Brian Chesky said Airbnb is not a customer of the companies in question and is instead using a variety of open-source models. He emphasized that data and privacy are most important to Airbnb and said, “All of our data is vaulted. No company has access to our data, it is vaulted in Airbnb.” Chesky said the congressional committee had contacted Airbnb with questions and that Airbnb was in direct contact and cooperation with the committee.
OpenAI and Anthropic may face the same public-market test
SpaceX may not be the only large technology IPO in view. Shirin Ghaffary said OpenAI could make a confidential IPO filing as soon as Friday or in the coming weeks. That would place it in close competition with Anthropic, which she said is also expected to potentially file in the fall, as well as with SpaceX's already public S-1 process.

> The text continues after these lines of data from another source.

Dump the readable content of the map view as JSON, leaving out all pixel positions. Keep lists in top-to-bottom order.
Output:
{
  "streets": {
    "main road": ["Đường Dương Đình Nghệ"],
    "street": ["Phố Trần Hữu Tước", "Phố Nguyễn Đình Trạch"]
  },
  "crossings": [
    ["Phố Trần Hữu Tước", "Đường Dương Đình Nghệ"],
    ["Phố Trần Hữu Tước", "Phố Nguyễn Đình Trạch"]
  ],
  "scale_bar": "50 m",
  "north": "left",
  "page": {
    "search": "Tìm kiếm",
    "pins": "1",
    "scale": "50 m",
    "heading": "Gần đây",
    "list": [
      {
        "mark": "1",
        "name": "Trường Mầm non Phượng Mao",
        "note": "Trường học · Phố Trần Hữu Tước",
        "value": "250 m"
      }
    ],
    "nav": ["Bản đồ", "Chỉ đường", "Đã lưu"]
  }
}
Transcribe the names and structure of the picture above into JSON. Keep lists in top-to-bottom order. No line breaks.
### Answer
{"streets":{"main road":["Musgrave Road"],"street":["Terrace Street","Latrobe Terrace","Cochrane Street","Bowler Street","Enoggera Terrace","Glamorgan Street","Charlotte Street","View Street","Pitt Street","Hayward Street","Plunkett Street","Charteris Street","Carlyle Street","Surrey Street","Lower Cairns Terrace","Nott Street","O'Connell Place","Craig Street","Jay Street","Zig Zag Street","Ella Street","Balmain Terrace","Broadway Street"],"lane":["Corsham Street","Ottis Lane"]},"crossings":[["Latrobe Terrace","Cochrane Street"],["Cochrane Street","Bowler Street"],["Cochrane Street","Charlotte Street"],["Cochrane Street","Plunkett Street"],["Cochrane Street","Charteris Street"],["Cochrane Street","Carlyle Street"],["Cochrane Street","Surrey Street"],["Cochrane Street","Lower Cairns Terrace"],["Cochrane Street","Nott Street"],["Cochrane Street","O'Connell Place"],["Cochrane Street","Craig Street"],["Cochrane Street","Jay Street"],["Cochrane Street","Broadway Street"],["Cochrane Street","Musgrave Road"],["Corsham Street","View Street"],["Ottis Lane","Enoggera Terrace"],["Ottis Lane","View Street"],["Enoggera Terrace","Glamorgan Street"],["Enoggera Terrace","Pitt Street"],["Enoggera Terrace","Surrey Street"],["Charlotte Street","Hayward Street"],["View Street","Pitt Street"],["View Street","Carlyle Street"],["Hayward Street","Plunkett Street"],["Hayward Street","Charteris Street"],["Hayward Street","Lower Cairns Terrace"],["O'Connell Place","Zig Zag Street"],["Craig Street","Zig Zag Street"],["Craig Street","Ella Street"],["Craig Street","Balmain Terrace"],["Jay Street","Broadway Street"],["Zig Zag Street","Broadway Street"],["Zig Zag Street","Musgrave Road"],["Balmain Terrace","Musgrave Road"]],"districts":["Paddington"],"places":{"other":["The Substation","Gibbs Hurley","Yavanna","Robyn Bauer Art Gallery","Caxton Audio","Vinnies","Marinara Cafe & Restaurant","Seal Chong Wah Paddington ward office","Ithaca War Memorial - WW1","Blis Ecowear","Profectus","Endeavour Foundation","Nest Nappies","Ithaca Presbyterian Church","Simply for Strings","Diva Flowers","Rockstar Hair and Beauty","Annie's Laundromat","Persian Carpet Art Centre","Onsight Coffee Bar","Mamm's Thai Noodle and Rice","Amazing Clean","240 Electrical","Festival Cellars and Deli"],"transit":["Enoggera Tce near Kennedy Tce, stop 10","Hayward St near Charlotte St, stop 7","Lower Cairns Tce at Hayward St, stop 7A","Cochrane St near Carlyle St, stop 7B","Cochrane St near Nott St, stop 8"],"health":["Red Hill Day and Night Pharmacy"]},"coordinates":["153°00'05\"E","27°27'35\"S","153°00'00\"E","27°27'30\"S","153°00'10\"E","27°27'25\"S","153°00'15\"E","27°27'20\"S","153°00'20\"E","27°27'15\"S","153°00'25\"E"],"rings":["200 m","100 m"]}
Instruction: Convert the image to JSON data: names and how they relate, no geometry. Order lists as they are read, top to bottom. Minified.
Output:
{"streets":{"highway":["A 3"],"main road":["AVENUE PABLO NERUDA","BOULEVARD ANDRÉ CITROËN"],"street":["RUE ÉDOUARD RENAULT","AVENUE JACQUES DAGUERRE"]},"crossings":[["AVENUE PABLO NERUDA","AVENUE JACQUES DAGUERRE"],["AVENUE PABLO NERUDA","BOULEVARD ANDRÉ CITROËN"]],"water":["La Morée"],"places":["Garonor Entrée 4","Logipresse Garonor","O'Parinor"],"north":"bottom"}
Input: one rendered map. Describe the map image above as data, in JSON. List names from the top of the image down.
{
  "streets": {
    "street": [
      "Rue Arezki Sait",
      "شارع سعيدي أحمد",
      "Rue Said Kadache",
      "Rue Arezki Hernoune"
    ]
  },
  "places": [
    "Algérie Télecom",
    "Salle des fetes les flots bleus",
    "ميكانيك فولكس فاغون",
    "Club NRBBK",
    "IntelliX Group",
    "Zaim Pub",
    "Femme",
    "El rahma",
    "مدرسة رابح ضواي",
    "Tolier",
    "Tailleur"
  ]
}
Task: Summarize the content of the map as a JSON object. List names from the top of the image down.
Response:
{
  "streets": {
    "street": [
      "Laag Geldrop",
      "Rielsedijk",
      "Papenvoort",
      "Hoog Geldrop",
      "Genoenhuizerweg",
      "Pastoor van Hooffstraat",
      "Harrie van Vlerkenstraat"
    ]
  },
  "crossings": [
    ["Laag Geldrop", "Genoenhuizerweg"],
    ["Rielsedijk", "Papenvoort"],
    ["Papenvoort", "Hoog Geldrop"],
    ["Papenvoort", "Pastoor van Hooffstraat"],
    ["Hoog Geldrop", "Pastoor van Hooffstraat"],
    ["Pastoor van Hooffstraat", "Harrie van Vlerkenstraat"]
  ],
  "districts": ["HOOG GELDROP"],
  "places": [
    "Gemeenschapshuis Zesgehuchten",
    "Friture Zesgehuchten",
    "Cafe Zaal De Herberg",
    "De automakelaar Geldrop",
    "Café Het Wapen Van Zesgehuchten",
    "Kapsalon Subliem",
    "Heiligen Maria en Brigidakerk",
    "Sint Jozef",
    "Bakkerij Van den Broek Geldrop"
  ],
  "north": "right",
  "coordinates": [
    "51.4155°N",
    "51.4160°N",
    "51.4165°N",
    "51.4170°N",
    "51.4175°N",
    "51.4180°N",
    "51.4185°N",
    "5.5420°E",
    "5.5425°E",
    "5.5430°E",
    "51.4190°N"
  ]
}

The valuations involved are already approaching the scale of the public-market debut being discussed. Ghaffary said OpenAI was last valued at more than $850 billion earlier in the spring, while Anthropic was in talks to raise at a valuation of up to $900 billion, according to Bloomberg reporting cited in the source. If either company goes public months from now, she said, the expectation would likely be for a valuation further north, closer to the trillion-dollar mark.
The rationale for going public is not simply that OpenAI and Anthropic need money in the old IPO sense. Ghaffary noted that these companies can already command massive private financing rounds at unprecedented levels. Public markets, however, offer access to large pools of capital with more ease and frequency, without the repeated private-funding “song and dance.” They also allow everyday investors to participate in the AI boom — or, as she cautioned, the AI bust if the cycle turns.